The present disclosure a solid amine adsorbent and its preparation method and application. The solid amine adsorbent consists of modified organic amines and a porous nano support, with the proportion of secondary amines in the modified organic amines being 70% or higher. The preparation method of the modified organic amines includes the following steps: S1: Mixing the organic amine and the organic amine modifying agent into an acetonitrile solvent and stirring to achieve uniform mixing; S2: Adding a crosslinking agent to the solution and stirring; S3: Gradually adding acetic acid to the solution during stirring to adjust the pH to neutral, then continuing to stir; S4: Using a rotary evaporator to evaporate the solvent at 90-110 C. until completely removed, resulting in the modified organic amine. The modified solid amine adsorbent produced by the present disclosure maintains high stability during cyclic adsorption and desorption processes while also ensuring excellent capacity.

Claims

1. A solid amine adsorbent for CO2 adsorption, comprising: modified organic amines and a porous nano carrier; wherein a proportion of secondary amines in the modified organic amines is 70% or higher; a loading amount of the modified organic amines in the adsorbent is 10 wt. % to 80 wt. %, the modified organic amines are prepared by following steps: S1: mixing organic amines and organic amine modifiers into a solvent of acetonitrile in a volume of 5-15 times, and stir at a temperature of 25-60 C. at 300-600 rpm for 3-5 minutes until uniformly mixed; S2: adding a crosslinking agent to the solution and stirring at room temperature at a speed of 300-1500 rpm for 5-20 hours; S3: during the stirring process at 300-600 rpm, gradually add acetic acid dropwise to adjust the pH of the solution, maintaining it in the neutral range of pH 6.5-7.5, and continue stirring for 15-60 minutes; S4: using a rotary evaporator to evaporate the solvent at 90-110 C. until completely removed, resulting in the modified organic amine; wherein the organic amine modifiers are selected from any one of acetaldehyde, propanal, cyclopentanone, acetone, 3-pentanone, or cyclohexanone; the crosslinking agent is selected from any one of triacetoxyborohydride sodium, cyanoborohydride sodium, or borane-2-methylpyridine complex; the molar ratio of the organic amine to the organic amine modifying agent is 1:(1-4); the molar ratio of the organic amine to the organic amine crosslinking agent is 1:(1-4).

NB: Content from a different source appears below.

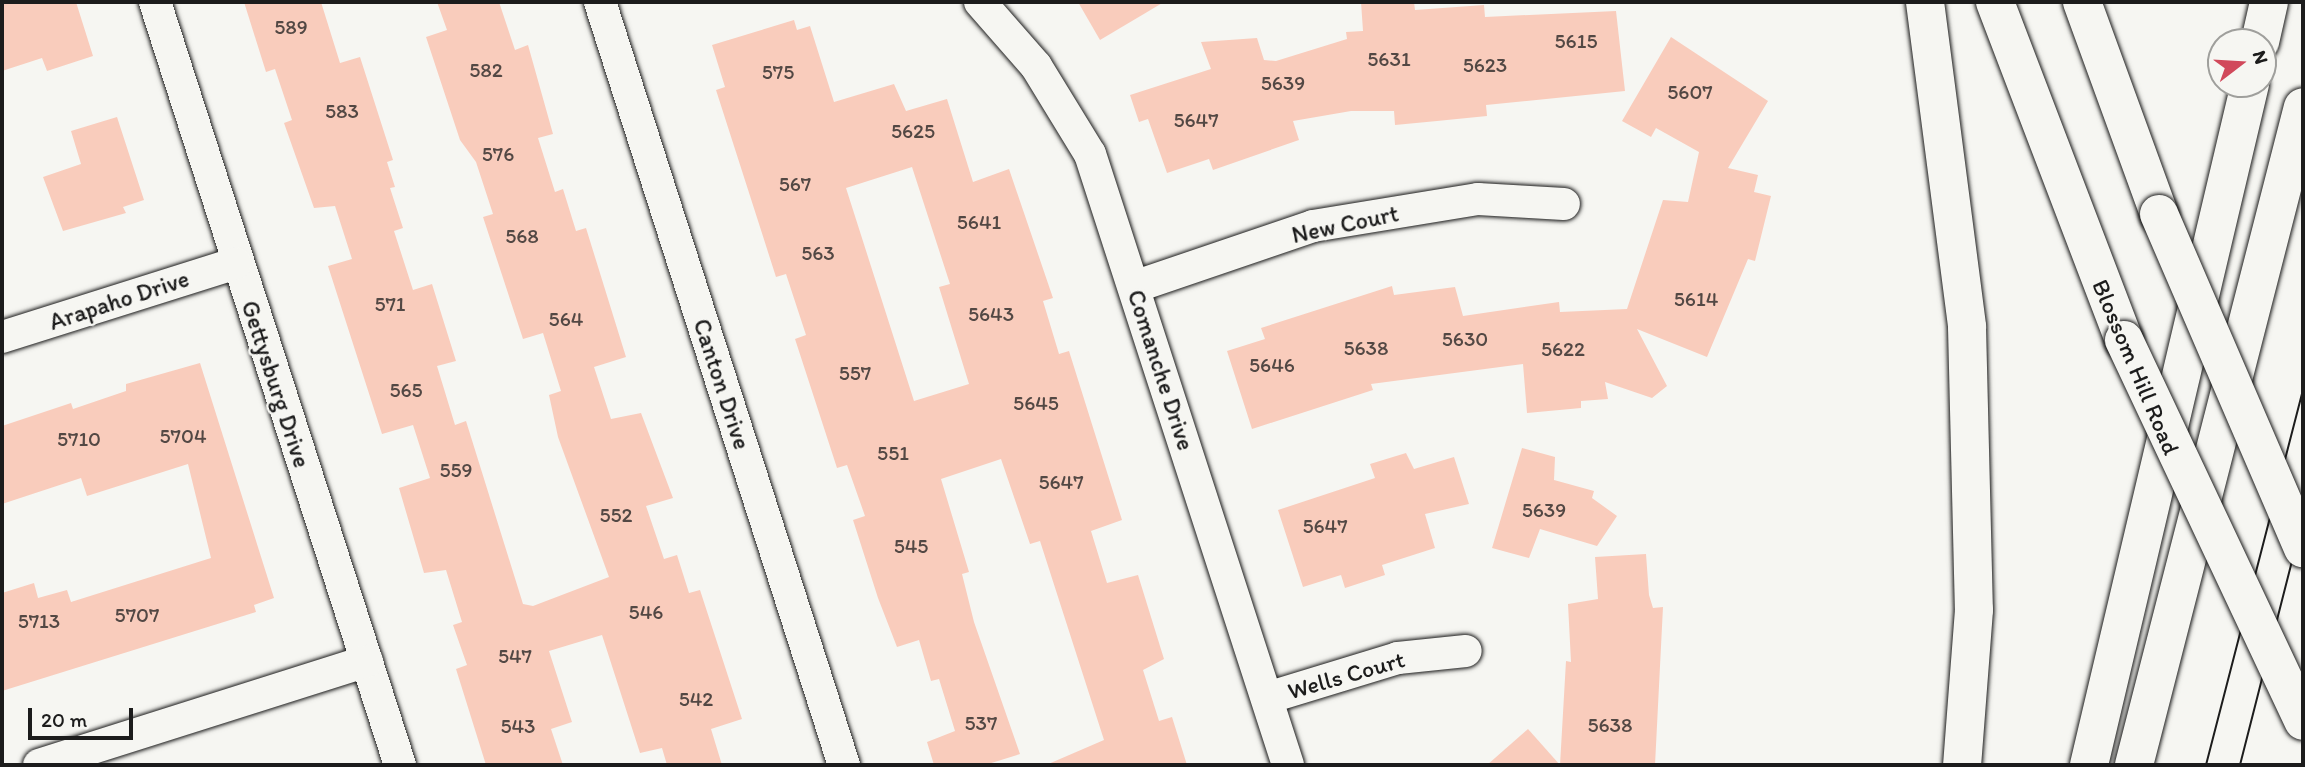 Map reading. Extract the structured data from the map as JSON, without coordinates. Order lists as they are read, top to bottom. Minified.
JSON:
{"streets":{"main road":["Blossom Hill Road"],"street":["New Court","Arapaho Drive","Comanche Drive","Gettysburg Drive","Canton Drive","Wells Court"]},"crossings":[["New Court","Comanche Drive"],["Arapaho Drive","Gettysburg Drive"],["Comanche Drive","Wells Court"]],"house_numbers":["589","5615","5631","5623","582","575","5639","5607","583","5647","5625","576","567","5641","568","563","5614","571","5643","564","5630","5638","5622","5646","557","565","5645","5704","5710","551","559","5647","5639","552","5647","545","546","5707","5713","547","542","537","5638","543"],"scale_bar":"20 m","north":"right"}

2. The solid amine adsorbent according to claim 1, wherein the organic amine is selected from any one of diethylenetriamine, triethylenetetramine, tetraethylenepentamine, pentaethylenehexamine, or polyethyleneimine.

3. The solid amine adsorbent according to claim 1, wherein the solid amine adsorbent is prepared by following steps: S1: dissolving the dried modified organic amines in a sodium hydroxide solution with a concentration of 0.5-3.0 mol/L and extract 2-10 times until extraction is complete; S2: after mixing all extraction phases, adding the porous nano carrier, and using a rotary evaporator to evaporate at 40-140 C. until the solvent is completely removed to obtain Product 1; S3: drying product 1 in a vacuum drying oven at a temperature of 40-140 C. for 4-12 hours to obtain the solid amine adsorbent.

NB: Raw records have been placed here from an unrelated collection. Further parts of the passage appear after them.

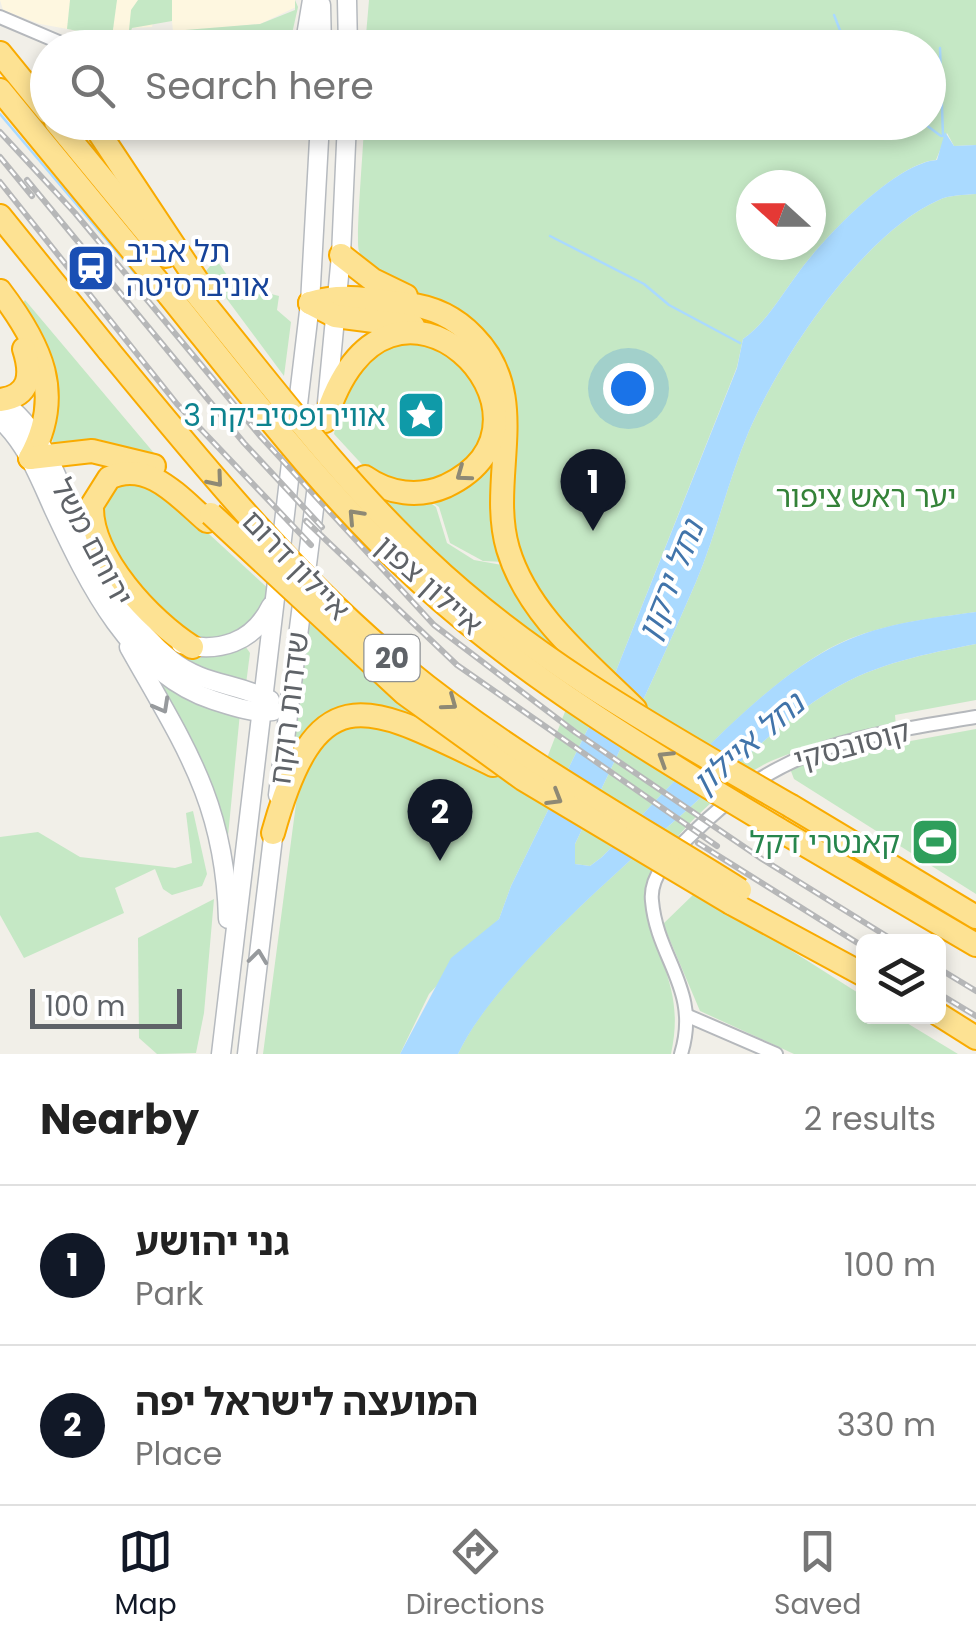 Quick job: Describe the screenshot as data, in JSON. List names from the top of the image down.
{
  "streets": {
    "highway": ["איילון דרום", "איילון צפון", "20"],
    "main road": ["ירוחם משל", "שדרות רוקח"],
    "street": ["קוסובסקי"]
  },
  "crossings": [
    ["ירוחם משל", "שדרות רוקח"],
    ["איילון צפון", "20"]
  ],
  "water": ["נחל ירקון", "נחל איילון"],
  "parks": ["יער ראש ציפור"],
  "places": {
    "station": ["תל אביב אוניברסיטה"],
    "place": ["אווירופסיביקה 3"],
    "sports": ["קאנטרי דקל"]
  },
  "scale_bar": "100 m",
  "north": "left",
  "page": {
    "search": "Search here",
    "pins": ["1", "2"],
    "scale": "100 m",
    "heading": ["Nearby", "2 results"],
    "list": [
      {
        "mark": "1",
        "name": "גני יהושע",
        "note": "Park",
        "value": "100 m"
      },
      {
        "mark": "2",
        "name": "המועצה לישראל יפה",
        "note": "Place",
        "value": "330 m"
      }
    ],
    "nav": ["Map", "Directions", "Saved"]
  }
} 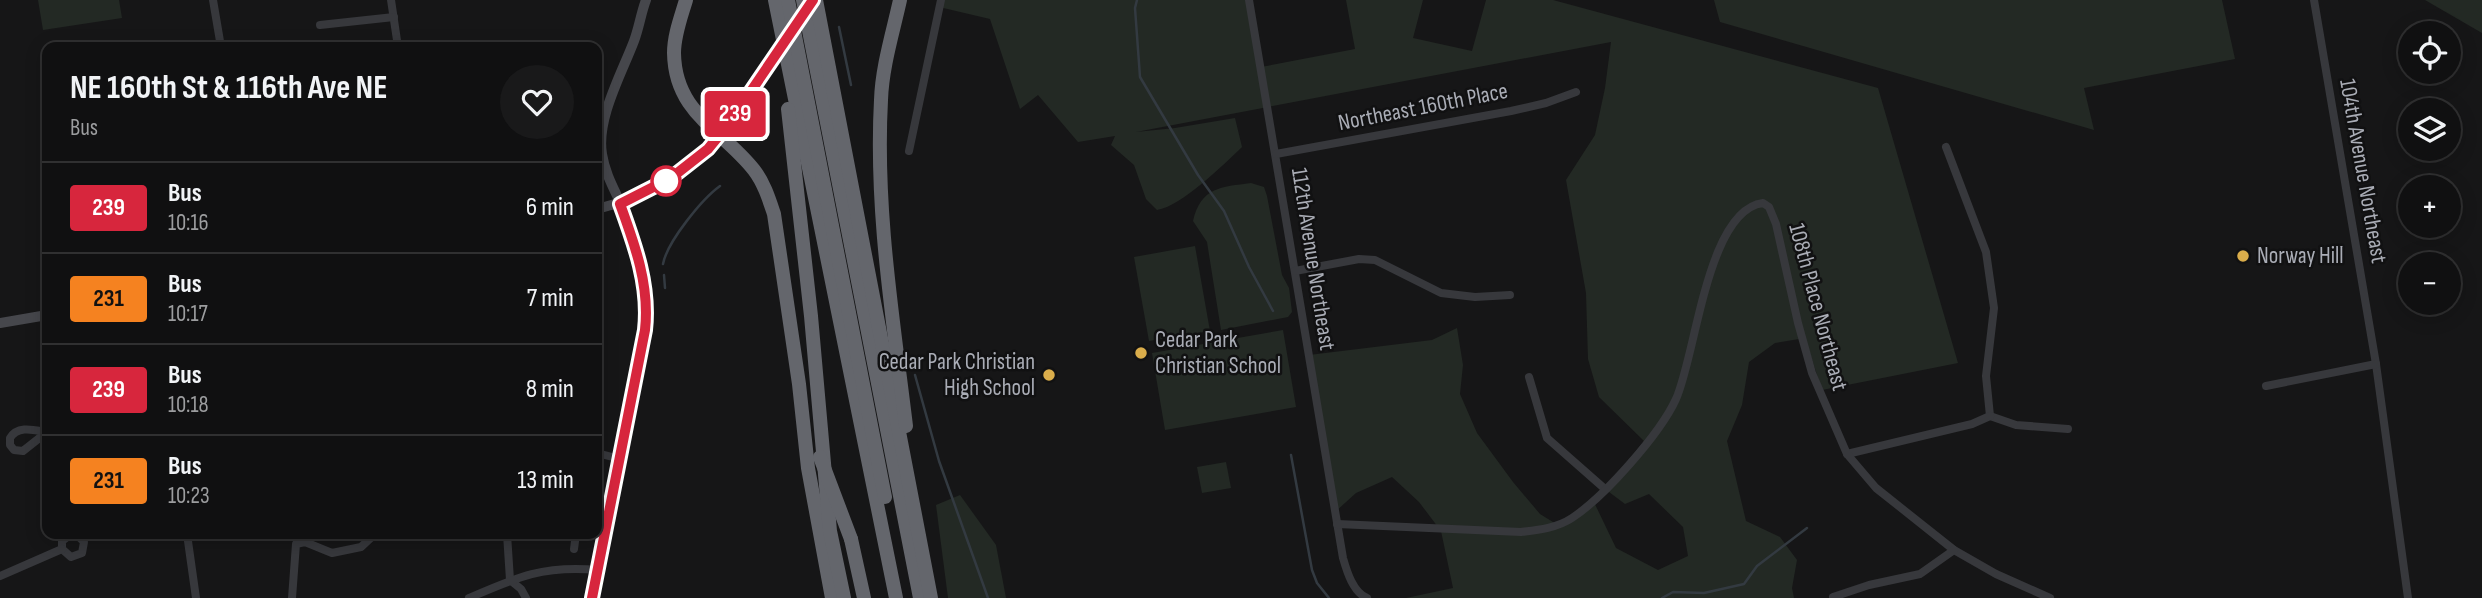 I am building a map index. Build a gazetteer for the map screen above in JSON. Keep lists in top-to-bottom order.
{
  "streets": {
    "street": [
      "Northeast 160th Place",
      "104th Avenue Northeast",
      "112th Avenue Northeast",
      "108th Place Northeast"
    ]
  },
  "crossings": [
    ["Northeast 160th Place", "112th Avenue Northeast"],
    ["112th Avenue Northeast", "108th Place Northeast"]
  ],
  "places": ["Norway Hill", "Cedar Park Christian School", "Cedar Park Christian High School"],
  "lines": ["bus line 239"],
  "page": {
    "on_map": "239",
    "map_buttons": ["+", "−"],
    "heading": ["NE 160th St & 116th Ave NE", "Bus"],
    "list": [
      {
        "mark": "239",
        "name": "Bus",
        "note": "10:16",
        "value": "6 min"
      },
      {
        "mark": "231",
        "name": "Bus",
        "note": "10:17",
        "value": "7 min"
      },
      {
        "mark": "239",
        "name": "Bus",
        "note": "10:18",
        "value": "8 min"
      },
      {
        "mark": "231",
        "name": "Bus",
        "note": "10:23",
        "value": "13 min"
      }
    ]
  }
}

4. The solid amine adsorbent according to claim 3, wherein the alkaline solution is any one of sodium hydroxide, potassium hydroxide, barium hydroxide, or ammonia solution.

5. The solid amine adsorbent according to claim 3, wherein the volume of the alkaline solution is 1 to 3 times the volume of acetonitrile.

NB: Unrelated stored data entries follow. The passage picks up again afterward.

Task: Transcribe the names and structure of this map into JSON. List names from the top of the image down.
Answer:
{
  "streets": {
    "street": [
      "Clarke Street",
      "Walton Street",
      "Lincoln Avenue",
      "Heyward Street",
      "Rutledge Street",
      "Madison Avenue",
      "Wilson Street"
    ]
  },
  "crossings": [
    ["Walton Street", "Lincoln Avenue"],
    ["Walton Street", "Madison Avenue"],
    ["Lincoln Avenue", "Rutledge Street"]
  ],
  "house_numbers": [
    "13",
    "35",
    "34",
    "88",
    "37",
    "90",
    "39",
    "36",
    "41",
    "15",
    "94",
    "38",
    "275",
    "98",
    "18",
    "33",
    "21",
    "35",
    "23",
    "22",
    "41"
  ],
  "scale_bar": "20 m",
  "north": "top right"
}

6. The solid amine adsorbent according to claim 3, wherein the extraction agent is any one of ethyl acetate, ether, diisopropyl ether, or isoamyl alcohol.

7. The solid amine adsorbent according to claim 3, wherein the single-use amount of the extraction agent is 0.5 to 3 times the volume of acetonitrile.

8. The solid amine adsorbent according to claim 3, wherein the porous nano carrier is any one of silica, alumina, zeolite molecular sieves, resins, or MOFs.

Description

BRIEF DESCRIPTION OF THE DRAWINGS

(1) To clarify the technical solutions of the embodiment of the present disclosure, the following is a brief introduction to the drawings used in the embodiment. It should be understood that the following figures illustrate only certain embodiments of the present disclosure and should not be construed as a limitation on the scope. Those skilled in the art can derive other related figures without creative effort based on these figures.

(2) FIG. 1 is a schematic diagram of the organic amine modification process of the present disclosure;

(3) FIG. 2 is a schematic diagram of the molecular structures of the main isomers of unmodified TEPA in Comparative Example 1 and modified TEPA in Embodiment 1 of the present disclosure;

(4) FIG. 3 is a schematic diagram of the molecular structures of the main isomers of unmodified PEHA in Comparative Example 2 and modified PEHA in Embodiment 2 of the present disclosure;

(5) FIG. 4 is a schematic diagram of the molecular structures of unmodified B-PEI-1200 in Comparative Example 3 and modified B-PEI-1200 in Embodiment 3 of the present disclosure;

(6) FIG. 5 presents the distribution of primary, secondary, and tertiary amine ratios for organic amines in Embodiments 1-3 and Comparative Examples 1-3.

SPECIFIC EMBODIMENT

(7) To facilitate a better understanding of the invention by those skilled in the art, the following describes the technical solutions of the embodiments of the present disclosure in conjunction with the accompanying drawings. It is evident that the described embodiments are merely part of the embodiments of the invention and do not represent all possible embodiments. All other embodiments derived by those skilled in the art without the need for creative effort based on the embodiments of the present disclosure shall fall within the protection scope of this invention.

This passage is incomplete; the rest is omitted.